#### [Problem statement]
Which lines below hold the word "sans"? Copy all of them.
** Opening Available data block **
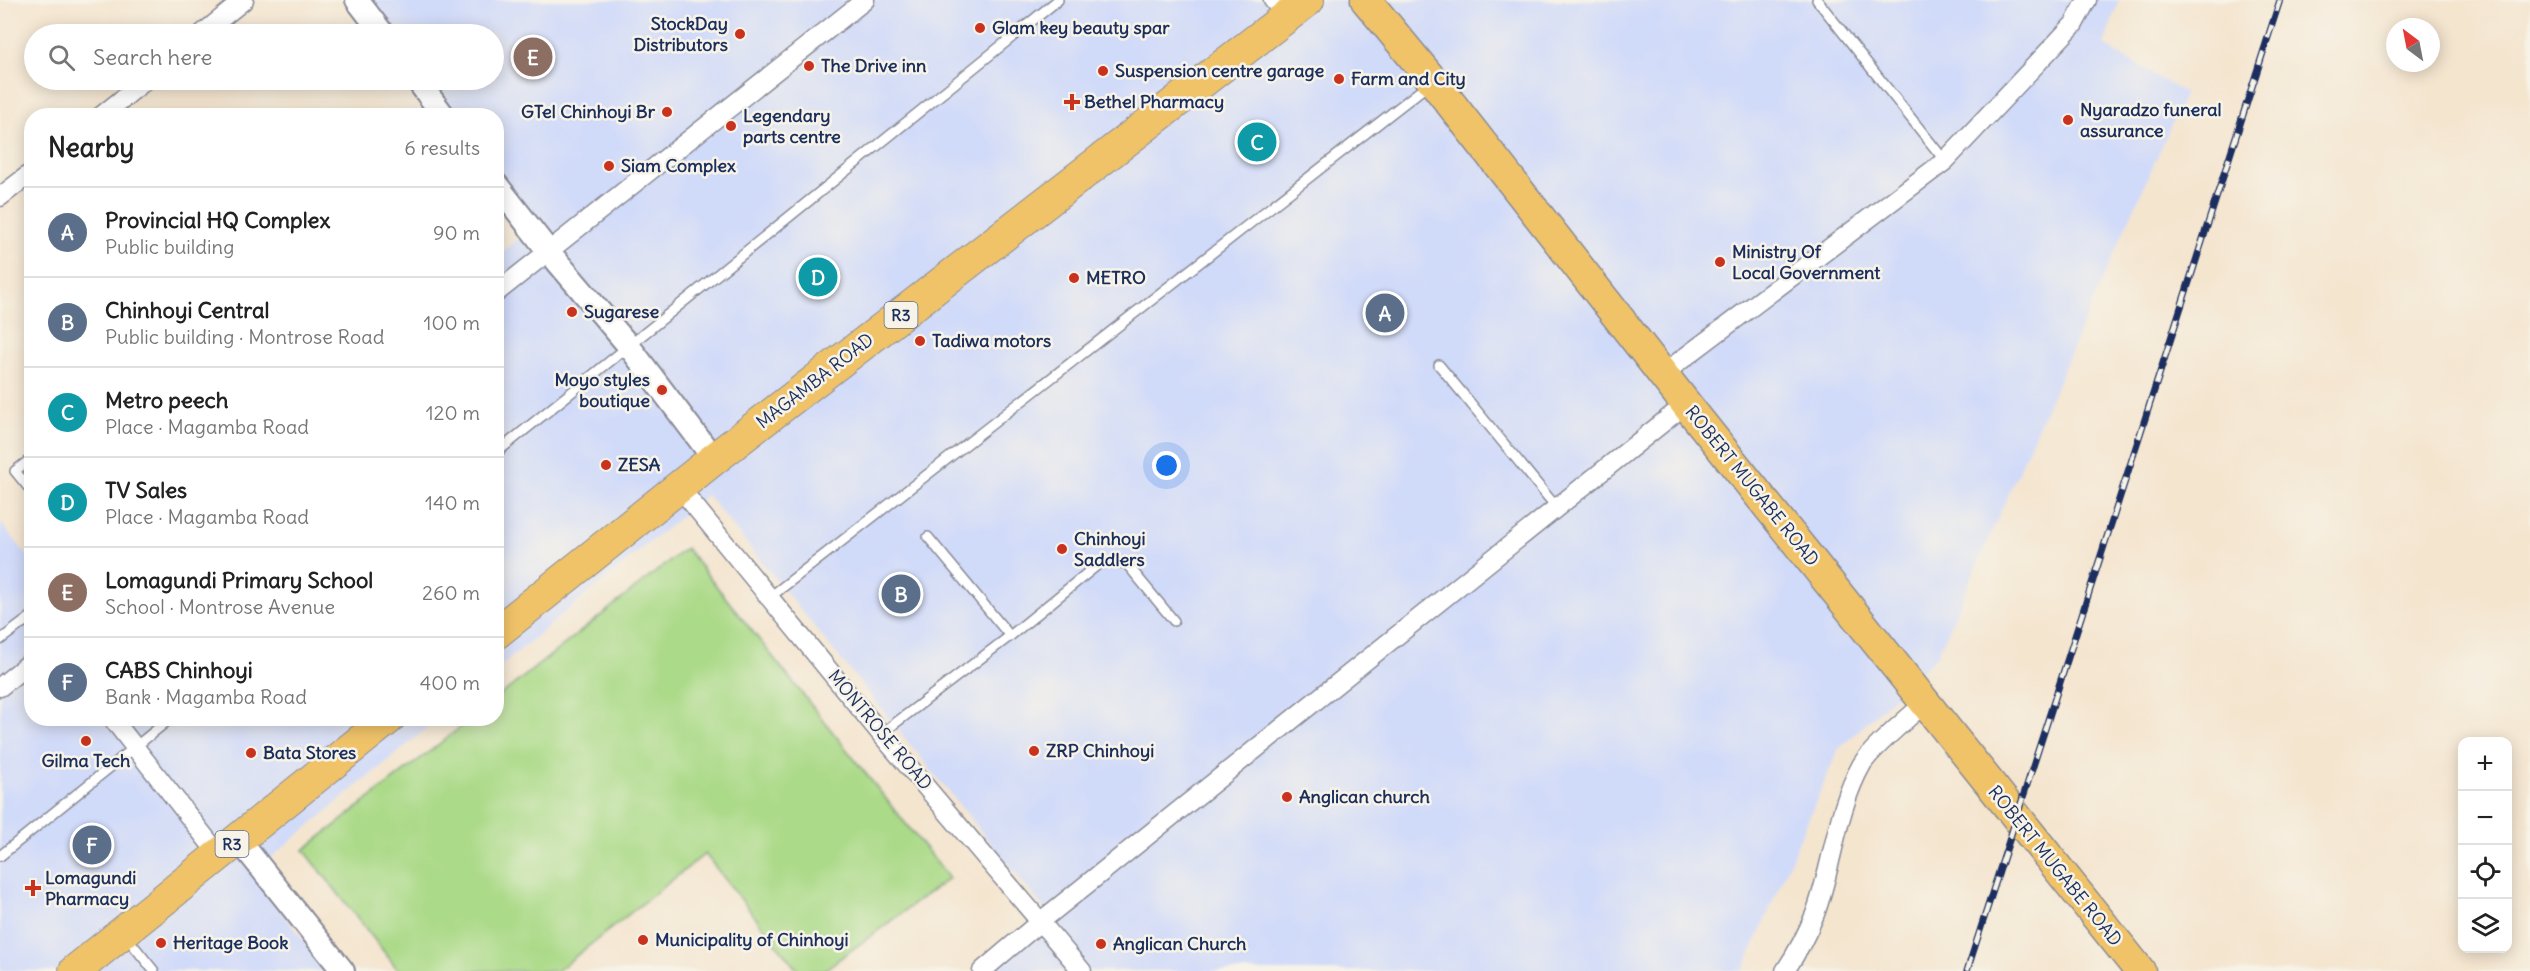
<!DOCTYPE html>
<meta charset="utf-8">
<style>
:root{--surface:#fff;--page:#f6f6f6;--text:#222;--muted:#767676;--line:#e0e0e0;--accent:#111827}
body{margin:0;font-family:Delius,sans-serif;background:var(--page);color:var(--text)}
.controls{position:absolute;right:18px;bottom:18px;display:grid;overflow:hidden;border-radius:12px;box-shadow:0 3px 15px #0003}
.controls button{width:54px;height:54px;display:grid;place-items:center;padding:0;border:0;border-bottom:2px solid var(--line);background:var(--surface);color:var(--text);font:30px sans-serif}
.compass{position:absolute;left:2386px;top:18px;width:54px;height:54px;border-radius:50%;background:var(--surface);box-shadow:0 3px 15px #0003;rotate:328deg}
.you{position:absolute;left:1167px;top:466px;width:21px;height:21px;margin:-15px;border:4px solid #fff;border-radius:50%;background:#1a73e8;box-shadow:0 0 0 9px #1a73e833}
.badge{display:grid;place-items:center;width:39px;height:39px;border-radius:50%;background:var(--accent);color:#fff;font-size:20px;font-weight:700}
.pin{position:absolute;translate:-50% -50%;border:3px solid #fff;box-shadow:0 2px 6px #0006}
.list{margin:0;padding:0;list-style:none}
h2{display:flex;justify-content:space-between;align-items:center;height:78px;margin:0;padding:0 24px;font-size:26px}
h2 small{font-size:20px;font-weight:400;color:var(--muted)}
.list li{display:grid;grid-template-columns:39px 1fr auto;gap:18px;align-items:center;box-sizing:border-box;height:90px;padding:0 24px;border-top:2px solid var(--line)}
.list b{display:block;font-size:22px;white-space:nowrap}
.list p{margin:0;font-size:20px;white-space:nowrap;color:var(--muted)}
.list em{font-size:20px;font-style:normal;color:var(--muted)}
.icon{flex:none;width:33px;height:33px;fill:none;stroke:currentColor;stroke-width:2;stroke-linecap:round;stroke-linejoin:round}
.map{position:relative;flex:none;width:2530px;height:971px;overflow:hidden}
.search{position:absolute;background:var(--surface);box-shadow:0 3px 15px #0003;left:24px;top:24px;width:480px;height:66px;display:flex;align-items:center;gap:15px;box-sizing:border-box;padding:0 21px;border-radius:33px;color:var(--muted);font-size:22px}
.panel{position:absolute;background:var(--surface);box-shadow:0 3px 15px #0003;left:24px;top:108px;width:480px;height:618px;border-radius:24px}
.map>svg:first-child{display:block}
</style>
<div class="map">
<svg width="2530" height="971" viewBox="0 0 2530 971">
<rect width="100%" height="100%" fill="#f7f3e8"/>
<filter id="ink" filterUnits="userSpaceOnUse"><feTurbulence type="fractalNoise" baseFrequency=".0167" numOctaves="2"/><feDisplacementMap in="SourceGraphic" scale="12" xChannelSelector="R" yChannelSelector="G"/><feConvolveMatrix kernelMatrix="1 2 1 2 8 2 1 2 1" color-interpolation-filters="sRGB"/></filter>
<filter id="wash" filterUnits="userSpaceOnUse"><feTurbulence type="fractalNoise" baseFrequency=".008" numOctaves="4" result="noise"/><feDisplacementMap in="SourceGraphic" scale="24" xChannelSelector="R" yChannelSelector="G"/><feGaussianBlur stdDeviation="1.35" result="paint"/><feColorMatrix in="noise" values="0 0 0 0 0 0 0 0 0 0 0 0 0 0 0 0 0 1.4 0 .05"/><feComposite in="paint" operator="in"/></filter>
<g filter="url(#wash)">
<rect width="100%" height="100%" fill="#f4e5cf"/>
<!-- built -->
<g fill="#d0daf9">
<path d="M 363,0 L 2119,0 L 2104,45 L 2185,93 L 1937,656 L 1838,750 L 1743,971 L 992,971 L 1054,921 L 707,495 L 497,669 L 497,256 L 534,226 L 497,177 L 496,116 L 449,115 L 423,80 L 494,80 L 494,34 L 389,34 Z"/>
<path d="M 0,522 L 31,560 L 32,718 L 438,719 L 251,874 L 328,971 L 0,971 Z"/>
</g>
<!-- green -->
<path fill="#abda88" stroke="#638473" stroke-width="1.5" d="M 686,548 L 949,878 L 823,971 L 798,971 L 705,854 L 557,971 L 399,971 L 304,850 L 471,719 L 496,718 L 497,698 Z"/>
</g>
<g filter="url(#ink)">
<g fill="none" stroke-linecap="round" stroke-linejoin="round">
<!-- service casing -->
<g stroke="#888a96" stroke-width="12">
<g id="service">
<path d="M 1817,0 L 1945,161"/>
<path d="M 1439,365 L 1557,508"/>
<path d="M 496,453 L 1058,0"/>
<path d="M 32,458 L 15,471 L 32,492"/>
<path d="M 928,537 L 1010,636"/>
<path d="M 770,597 L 1429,84"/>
<path d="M 0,640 L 32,616"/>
<path d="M 881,734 L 1010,636 L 1101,562 L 1126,563 L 1174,621"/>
<path d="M 0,856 L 171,718"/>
<path d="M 125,935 L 154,971"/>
</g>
</g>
<!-- minor casing -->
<g stroke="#888a96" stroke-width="21">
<g id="minor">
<path d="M 1273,0 L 1287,17"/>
<path d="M 202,34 L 244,0"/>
<path d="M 101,116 L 146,80"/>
<path d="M 0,197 L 32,172"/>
<path d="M 496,293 L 865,0"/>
<path d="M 1664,373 L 1945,161 L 2074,24 L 2087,0"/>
<path d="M 679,487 L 881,734 L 1082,971"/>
<path d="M 0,687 L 32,661"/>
<path d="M 112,718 L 219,855"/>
<path d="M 982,971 L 1041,921 L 1686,404"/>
<path d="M 1785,971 C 1797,953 1807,934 1815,914 C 1833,865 1836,810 1862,764 C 1872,748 1909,717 1925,703"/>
</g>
</g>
<!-- tertiary casing -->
<g stroke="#888a96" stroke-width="26">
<g id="tertiary">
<path d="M 357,0 L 383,34"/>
<path d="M 417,80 L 444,116"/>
<path d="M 496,184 L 549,252 L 628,345 L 714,459"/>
<path d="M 238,839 L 343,971"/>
</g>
</g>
<!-- primary casing -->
<g stroke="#888a96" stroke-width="33">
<path id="primary" d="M 1366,0 L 1433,81 L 1686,404 L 2140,971"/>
</g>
<!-- trunk casing -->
<g stroke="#888a96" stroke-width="34">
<g id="trunk">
<path d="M 496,633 L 714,459 L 1308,0"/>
<path d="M 75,971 L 389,718"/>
</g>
</g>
<!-- service -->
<use href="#service" stroke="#fff" stroke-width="9"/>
<!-- minor -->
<use href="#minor" stroke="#fff" stroke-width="18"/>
<!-- tertiary -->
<use href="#tertiary" stroke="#fff" stroke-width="22"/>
<!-- primary -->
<use href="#primary" stroke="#f0c369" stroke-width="30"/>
<!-- trunk -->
<use href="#trunk" stroke="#f0c369" stroke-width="32"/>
<!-- rail casing -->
<g stroke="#1b2f5e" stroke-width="7">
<path id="rail" d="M 1967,971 L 2280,0"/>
</g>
<!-- rail -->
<use href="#rail" stroke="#f7f3e8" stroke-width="4.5" stroke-dasharray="14" stroke-linecap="butt"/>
</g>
</g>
<!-- markers -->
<g fill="#c8321e" stroke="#f7f3e8" stroke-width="2">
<circle cx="980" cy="28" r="6"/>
<circle cx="740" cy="34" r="6"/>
<circle cx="809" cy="66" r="6"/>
<circle cx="1103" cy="71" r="6"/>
<circle cx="1339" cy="79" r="6"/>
<path d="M1069 93h6v6h6v6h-6v6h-6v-6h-6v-6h6z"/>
<circle cx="667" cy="112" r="6"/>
<circle cx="2068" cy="120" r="6"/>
<circle cx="731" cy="126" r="6"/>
<circle cx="609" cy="166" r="6"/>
<circle cx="1720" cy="262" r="6"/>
<circle cx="1074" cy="278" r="6"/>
<circle cx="572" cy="312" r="6"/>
<circle cx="920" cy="341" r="6"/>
<circle cx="662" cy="390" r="6"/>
<circle cx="606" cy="465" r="6"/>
<circle cx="1062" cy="549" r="6"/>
<circle cx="86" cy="741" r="6"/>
<circle cx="1034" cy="751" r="6"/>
<circle cx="251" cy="753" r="6"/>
<circle cx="1287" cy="797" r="6"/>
<path d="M30 879h6v6h6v6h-6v6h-6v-6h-6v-6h6z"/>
<circle cx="643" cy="940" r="6"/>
<circle cx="161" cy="943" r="6"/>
<circle cx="1101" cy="944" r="6"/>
</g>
<g text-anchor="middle" stroke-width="5" stroke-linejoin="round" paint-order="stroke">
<!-- shield labels -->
<g fill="#f7f3e8" stroke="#5d6a87" stroke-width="1.5">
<rect x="884.5" y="302" width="33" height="26" rx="4.5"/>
<rect x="215.5" y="831" width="33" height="26" rx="4.5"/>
</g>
<g font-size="16" font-weight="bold" fill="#1b2f5e">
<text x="901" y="321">R3</text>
<text x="232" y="850">R3</text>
</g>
<!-- poi labels -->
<g font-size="18" font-weight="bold" fill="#1b2f5e" stroke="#f7f3e8" text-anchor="start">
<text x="728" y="30" text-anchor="end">StockDay<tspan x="728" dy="21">Distributors</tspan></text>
<text x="992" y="34">Glam key beauty spar</text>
<text x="821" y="72">The Drive inn</text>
<text x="1115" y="77">Suspension centre garage</text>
<text x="1351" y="85">Farm and City</text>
<text x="1084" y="108">Bethel Pharmacy</text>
<text x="2080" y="116">Nyaradzo funeral<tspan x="2080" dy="21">assurance</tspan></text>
<text x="655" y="118" text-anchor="end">GTel Chinhoyi Br</text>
<text x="743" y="122">Legendary<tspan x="743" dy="21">parts centre</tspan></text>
<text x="621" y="172">Siam Complex</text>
<text x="1732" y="258">Ministry Of<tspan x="1732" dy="21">Local Government</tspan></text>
<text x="1086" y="284">METRO</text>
<text x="584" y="318">Sugarese</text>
<text x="932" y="347">Tadiwa motors</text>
<text x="650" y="386" text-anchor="end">Moyo styles<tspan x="650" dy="21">boutique</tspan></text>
<text x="618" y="471">ZESA</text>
<text x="1074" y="545">Chinhoyi<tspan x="1074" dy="21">Saddlers</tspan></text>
<text x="1046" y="757">ZRP Chinhoyi</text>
<text x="263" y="759">Bata Stores</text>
<text x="86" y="767" text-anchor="middle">Gilma Tech</text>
<text x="1299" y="803">Anglican church</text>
<text x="45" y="884">Lomagundi<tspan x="45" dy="21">Pharmacy</tspan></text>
<text x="655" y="946">Municipality of Chinhoyi</text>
<text x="173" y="949">Heritage Book</text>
<text x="1113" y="950">Anglican Church</text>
</g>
<!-- street labels -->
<g font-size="18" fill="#1b2f5e" stroke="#f7f3e8">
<text transform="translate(815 381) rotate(-38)" y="6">MAGAMBA ROAD</text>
<text transform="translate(1752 486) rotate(51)" y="6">ROBERT MUGABE ROAD</text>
<text transform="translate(880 730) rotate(50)" y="6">MONTROSE ROAD</text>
<text transform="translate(2055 866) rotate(51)" y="6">ROBERT MUGABE ROAD</text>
</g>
</g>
</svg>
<div class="controls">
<button>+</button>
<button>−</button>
<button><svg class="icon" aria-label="locate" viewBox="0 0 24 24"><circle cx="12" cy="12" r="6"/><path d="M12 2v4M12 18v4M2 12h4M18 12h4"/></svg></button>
<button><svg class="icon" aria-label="layers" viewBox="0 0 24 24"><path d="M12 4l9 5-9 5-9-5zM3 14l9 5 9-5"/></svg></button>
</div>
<svg class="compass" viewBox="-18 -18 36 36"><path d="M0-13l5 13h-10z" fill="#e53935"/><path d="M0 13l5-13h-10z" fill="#767676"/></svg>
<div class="you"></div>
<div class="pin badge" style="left:1385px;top:313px;background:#5c6f8a">A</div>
<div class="pin badge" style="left:901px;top:594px;background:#5c6f8a">B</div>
<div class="pin badge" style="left:1257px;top:142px;background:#0f9aa8">C</div>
<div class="pin badge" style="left:818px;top:277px;background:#0f9aa8">D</div>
<div class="pin badge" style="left:533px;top:57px;background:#8d6e63">E</div>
<div class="pin badge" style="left:92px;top:845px;background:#5c6f8a">F</div>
<div class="search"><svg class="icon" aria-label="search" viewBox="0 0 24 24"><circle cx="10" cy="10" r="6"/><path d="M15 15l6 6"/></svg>Search here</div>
<section class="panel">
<h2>Nearby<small>6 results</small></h2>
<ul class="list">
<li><span class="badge" style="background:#5c6f8a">A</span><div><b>Provincial HQ Complex</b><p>Public building</p></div><em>90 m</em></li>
<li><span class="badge" style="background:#5c6f8a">B</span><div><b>Chinhoyi Central</b><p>Public building · Montrose Road</p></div><em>100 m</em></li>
<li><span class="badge" style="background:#0f9aa8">C</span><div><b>Metro peech</b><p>Place · Magamba Road</p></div><em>120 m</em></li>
<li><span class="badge" style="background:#0f9aa8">D</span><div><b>TV Sales</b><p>Place · Magamba Road</p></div><em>140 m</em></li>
<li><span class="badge" style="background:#8d6e63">E</span><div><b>Lomagundi Primary School</b><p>School · Montrose Avenue</p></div><em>260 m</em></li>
<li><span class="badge" style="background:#5c6f8a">F</span><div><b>CABS Chinhoyi</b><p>Bank · Magamba Road</p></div><em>400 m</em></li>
</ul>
</section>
</div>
** Closing Available data block **
#### [Task result]
body{margin:0;font-family:Delius,sans-serif;background:var(--page);color:var(--text)}
.controls button{width:54px;height:54px;display:grid;place-items:center;padding:0;border:0;border-bottom:2px solid var(--line);background:var(--surface);color:var(--text);font:30px sans-serif}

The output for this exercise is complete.